-- Problem description --
Give back all of the records, exactly and completely.

(Data excerpts Opens)

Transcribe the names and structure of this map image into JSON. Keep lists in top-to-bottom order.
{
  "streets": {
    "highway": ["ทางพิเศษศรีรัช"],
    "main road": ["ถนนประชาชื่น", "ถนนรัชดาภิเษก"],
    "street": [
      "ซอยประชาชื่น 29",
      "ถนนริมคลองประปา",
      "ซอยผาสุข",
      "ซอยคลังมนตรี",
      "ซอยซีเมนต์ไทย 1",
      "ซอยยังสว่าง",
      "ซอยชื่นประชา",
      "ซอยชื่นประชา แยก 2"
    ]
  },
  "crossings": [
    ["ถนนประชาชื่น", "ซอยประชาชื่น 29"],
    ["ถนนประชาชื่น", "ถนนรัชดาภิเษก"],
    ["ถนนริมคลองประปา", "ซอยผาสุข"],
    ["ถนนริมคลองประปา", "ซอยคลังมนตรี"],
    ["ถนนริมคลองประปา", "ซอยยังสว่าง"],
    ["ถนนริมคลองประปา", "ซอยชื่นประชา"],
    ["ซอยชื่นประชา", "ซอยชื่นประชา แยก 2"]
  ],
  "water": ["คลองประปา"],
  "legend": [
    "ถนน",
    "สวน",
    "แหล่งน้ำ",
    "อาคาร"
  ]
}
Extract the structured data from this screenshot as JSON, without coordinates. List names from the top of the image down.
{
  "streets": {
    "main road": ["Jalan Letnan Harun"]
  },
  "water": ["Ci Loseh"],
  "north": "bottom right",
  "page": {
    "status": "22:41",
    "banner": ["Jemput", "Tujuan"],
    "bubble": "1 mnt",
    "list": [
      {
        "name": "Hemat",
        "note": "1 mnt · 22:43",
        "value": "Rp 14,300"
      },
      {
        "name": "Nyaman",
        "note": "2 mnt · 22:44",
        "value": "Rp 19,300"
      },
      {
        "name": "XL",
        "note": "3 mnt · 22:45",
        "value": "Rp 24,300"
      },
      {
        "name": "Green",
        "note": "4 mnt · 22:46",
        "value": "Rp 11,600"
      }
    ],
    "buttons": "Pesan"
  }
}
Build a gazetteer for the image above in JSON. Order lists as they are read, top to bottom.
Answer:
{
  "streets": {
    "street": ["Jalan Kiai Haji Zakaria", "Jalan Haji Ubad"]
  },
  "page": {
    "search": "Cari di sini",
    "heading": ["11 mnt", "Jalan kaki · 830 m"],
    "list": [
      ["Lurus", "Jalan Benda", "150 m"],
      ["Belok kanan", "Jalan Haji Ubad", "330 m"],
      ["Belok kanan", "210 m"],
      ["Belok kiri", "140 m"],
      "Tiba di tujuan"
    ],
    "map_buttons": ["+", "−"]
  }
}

(Data excerpts Closes)

-- Answer to this problem --
Transcribe the names and structure of this map image into JSON. Keep lists in top-to-bottom order.
{
  "streets": {
    "highway": ["ทางพิเศษศรีรัช"],
    "main road": ["ถนนประชาชื่น", "ถนนรัชดาภิเษก"],
    "street": [
      "ซอยประชาชื่น 29",
      "ถนนริมคลองประปา",
      "ซอยผาสุข",
      "ซอยคลังมนตรี",
      "ซอยซีเมนต์ไทย 1",
      "ซอยยังสว่าง",
      "ซอยชื่นประชา",
      "ซอยชื่นประชา แยก 2"
    ]
  },
  "crossings": [
    ["ถนนประชาชื่น", "ซอยประชาชื่น 29"],
    ["ถนนประชาชื่น", "ถนนรัชดาภิเษก"],
    ["ถนนริมคลองประปา", "ซอยผาสุข"],
    ["ถนนริมคลองประปา", "ซอยคลังมนตรี"],
    ["ถนนริมคลองประปา", "ซอยยังสว่าง"],
    ["ถนนริมคลองประปา", "ซอยชื่นประชา"],
    ["ซอยชื่นประชา", "ซอยชื่นประชา แยก 2"]
  ],
  "water": ["คลองประปา"],
  "legend": [
    "ถนน",
    "สวน",
    "แหล่งน้ำ",
    "อาคาร"
  ]
}
Extract the structured data from this screenshot as JSON, without coordinates. List names from the top of the image down.
{
  "streets": {
    "main road": ["Jalan Letnan Harun"]
  },
  "water": ["Ci Loseh"],
  "north": "bottom right",
  "page": {
    "status": "22:41",
    "banner": ["Jemput", "Tujuan"],
    "bubble": "1 mnt",
    "list": [
      {
        "name": "Hemat",
        "note": "1 mnt · 22:43",
        "value": "Rp 14,300"
      },
      {
        "name": "Nyaman",
        "note": "2 mnt · 22:44",
        "value": "Rp 19,300"
      },
      {
        "name": "XL",
        "note": "3 mnt · 22:45",
        "value": "Rp 24,300"
      },
      {
        "name": "Green",
        "note": "4 mnt · 22:46",
        "value": "Rp 11,600"
      }
    ],
    "buttons": "Pesan"
  }
}
Build a gazetteer for the image above in JSON. Order lists as they are read, top to bottom.
Answer:
{
  "streets": {
    "street": ["Jalan Kiai Haji Zakaria", "Jalan Haji Ubad"]
  },
  "page": {
    "search": "Cari di sini",
    "heading": ["11 mnt", "Jalan kaki · 830 m"],
    "list": [
      ["Lurus", "Jalan Benda", "150 m"],
      ["Belok kanan", "Jalan Haji Ubad", "330 m"],
      ["Belok kanan", "210 m"],
      ["Belok kiri", "140 m"],
      "Tiba di tujuan"
    ],
    "map_buttons": ["+", "−"]
  }
}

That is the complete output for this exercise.